‘Baby’ Octopus on Sale for 50¢ Sparks Emotional Debate

A grocery store in the UK has left one shopper horrified after he found a discounted “baby” octopus being sold for just 36p (50¢).

Forty-six-year-old vegan Justin Webb visited the UK store Morrisons last Tuesday, when he spotted 4 “baby” octopuses in the reduced to clear aisle just before closing.

Webb was understandably upset by the sight and decided to share a photo of the creatures to Twitter along with the caption: “36 pence for a dead baby octopus, one of the most amazing creatures to ever swim the seas. I swear we do not deserve this world.”

The octopus was originally priced at £1.41 ($2), but staff reduced the price in a bid to sell the creature before it expired.

He added: “We should be angry.

“The poor thing was priced at £1.41 to start with, which is offensive in the extreme for a living wild creature, to then see it marked down adds insult to injury. It shows the human disregard for life. We’ve moved her from her home to the rubbish bin. It’s unforgivable. These are beautiful, sentient creatures and you wouldn’t do that to dogs or cats.”
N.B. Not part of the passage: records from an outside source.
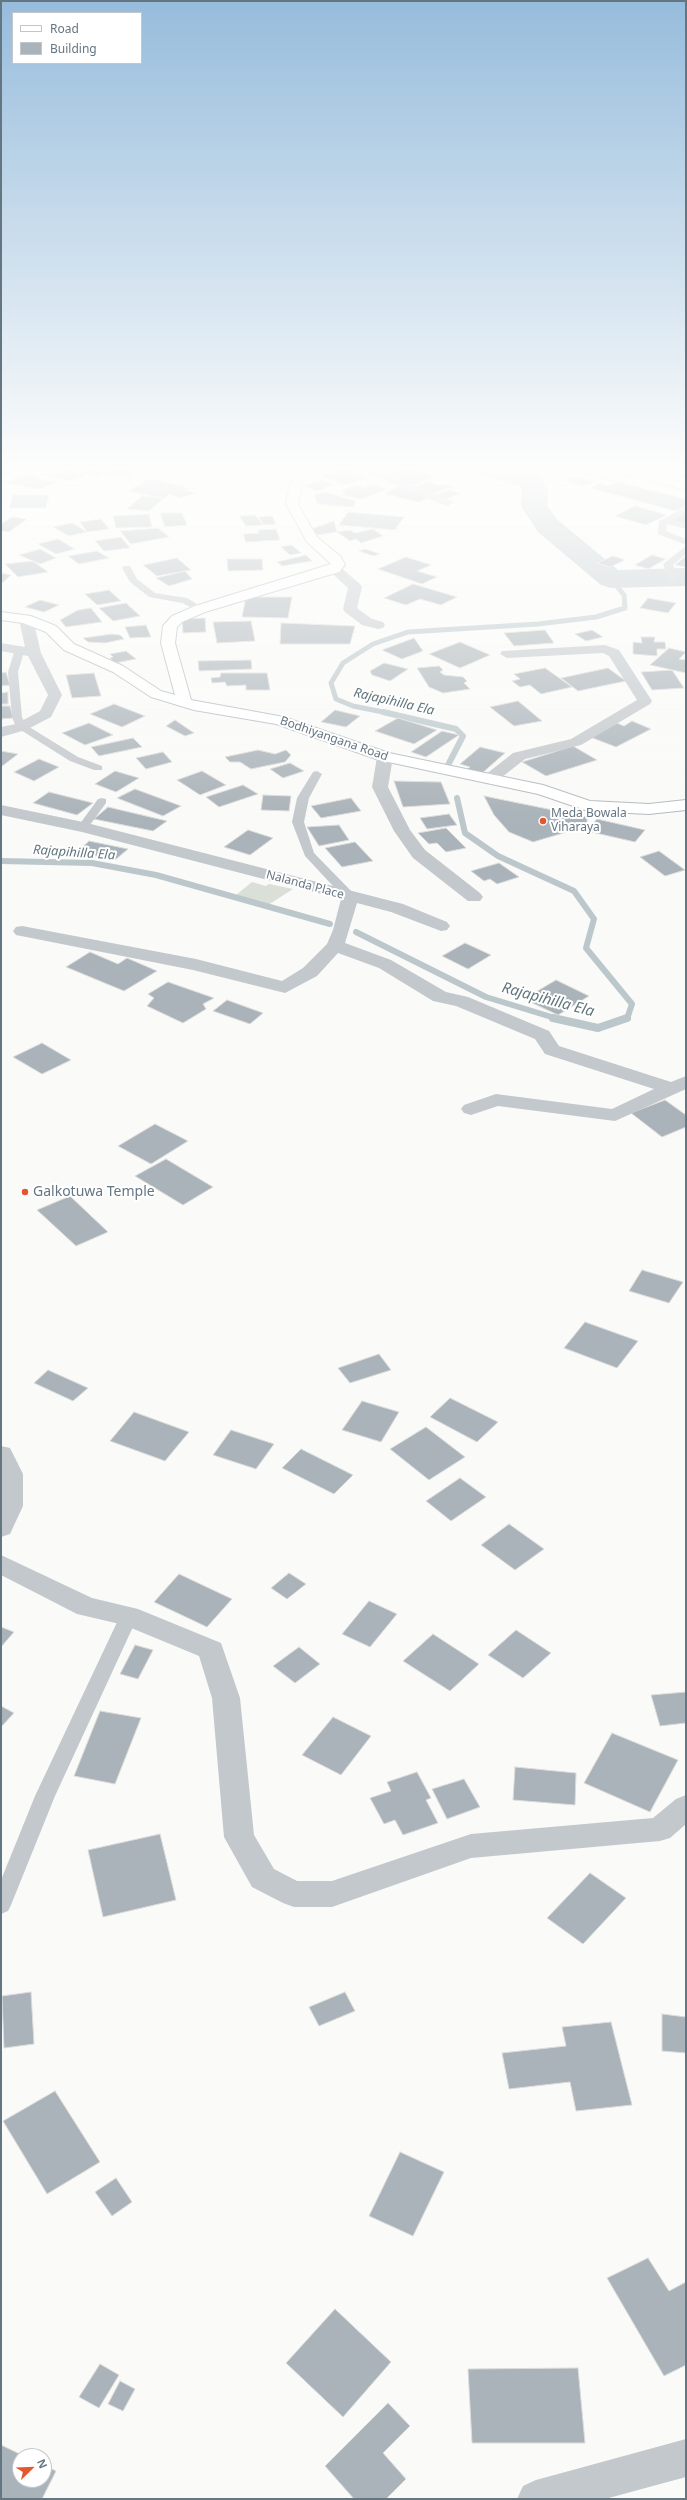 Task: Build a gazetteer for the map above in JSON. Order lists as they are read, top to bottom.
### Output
{
  "streets": {
    "street": ["Bodhiyangana Road", "Nalanda Place"]
  },
  "water": ["Rajapihilla Ela"],
  "places": ["Meda Bowala Viharaya", "Galkotuwa Temple"],
  "legend": ["Road", "Building"],
  "north": "top right"
} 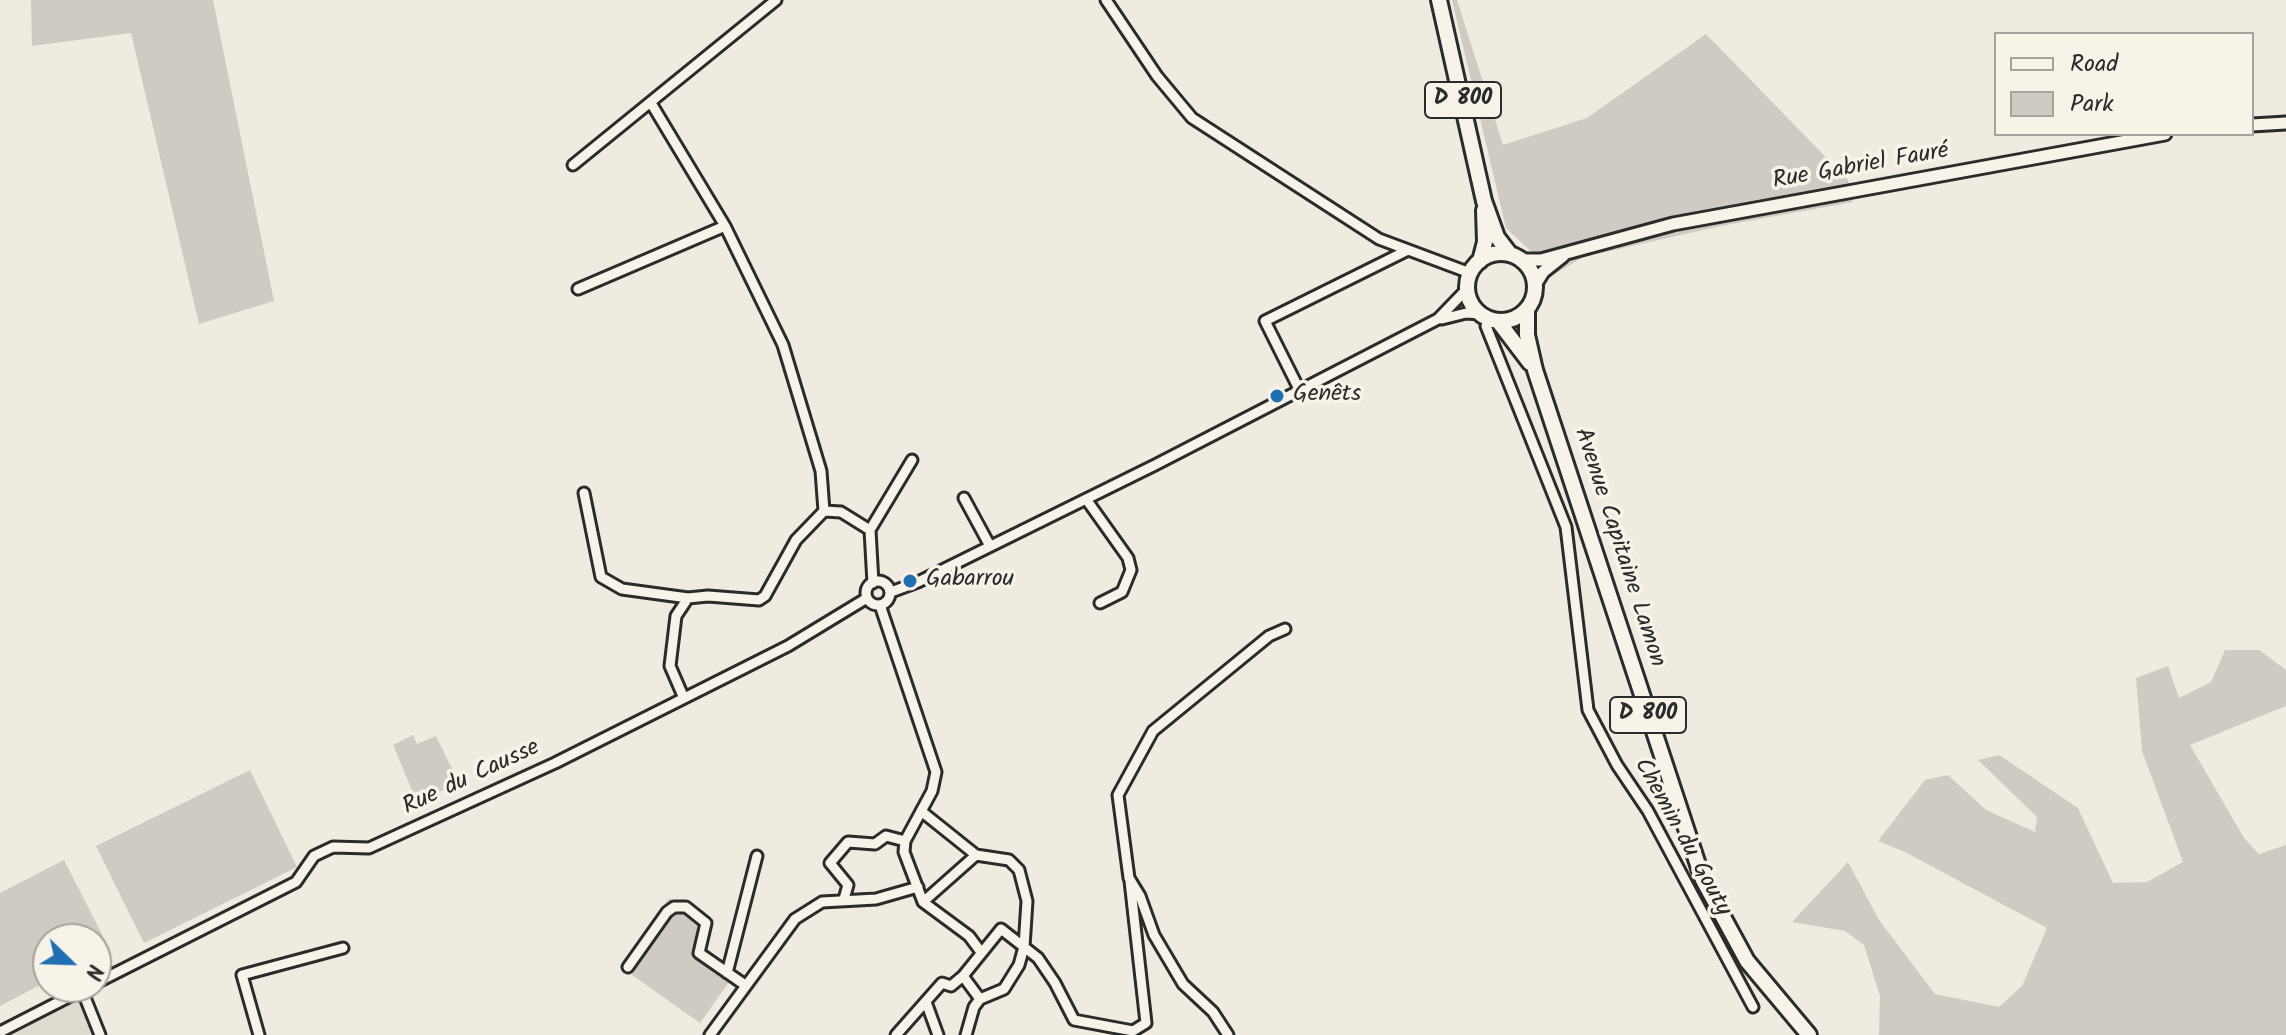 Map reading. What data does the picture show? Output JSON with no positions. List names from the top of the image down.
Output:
{
  "streets": {
    "main road": ["D 800", "Avenue Capitaine Lamon"],
    "street": ["Rue Gabriel Fauré", "Rue du Causse", "Chemin du Gouty"]
  },
  "crossings": [
    ["D 800", "Rue Gabriel Fauré"],
    ["D 800", "Avenue Capitaine Lamon"],
    ["D 800", "Chemin du Gouty"],
    ["Rue Gabriel Fauré", "Avenue Capitaine Lamon"],
    ["Rue Gabriel Fauré", "Chemin du Gouty"],
    ["Avenue Capitaine Lamon", "Chemin du Gouty"]
  ],
  "places": ["Genêts", "Gabarrou"],
  "legend": ["Road", "Park"],
  "north": "bottom right"
} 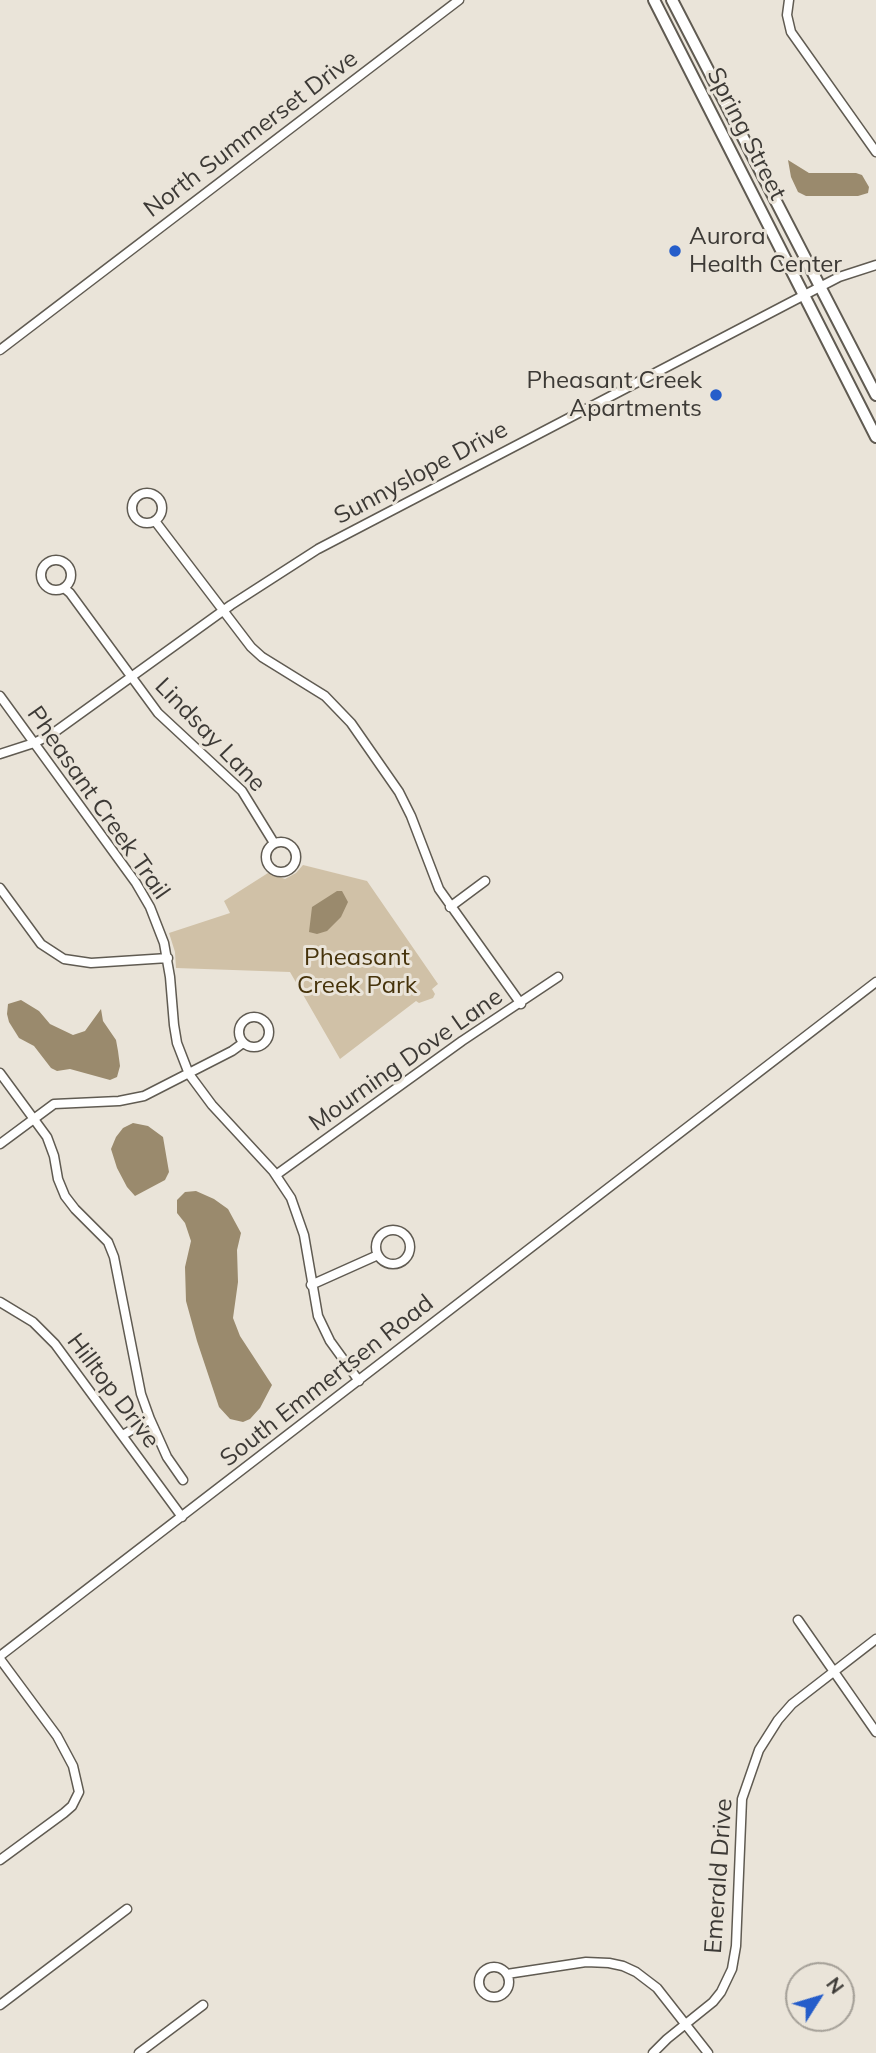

And people were just as outraged as Webb after reading his post.

One commenter said: “Awful, they are intelligent creatures. My daughter is a marine scientist and has worked with octopi, they recognize faces, interact, and are very clever. They should not be eaten.”

Another questioned why an octopus was even being sold in the store, saying: “Why is this in a supermarket anyway? Who’s going to even know how to cook it, apart from chefs? Maybe we should ensure that we’ve got fresh vegetables and fruits instead of octopuses. This is so sad.”

A few users brought up the 2020 Netflix documentary My Octopus Teacher, which focuses on the touching relationship between an octopus and a diver in South Africa.

Webb believes that the popularity of this documentary is what caused so many people to respond to his post.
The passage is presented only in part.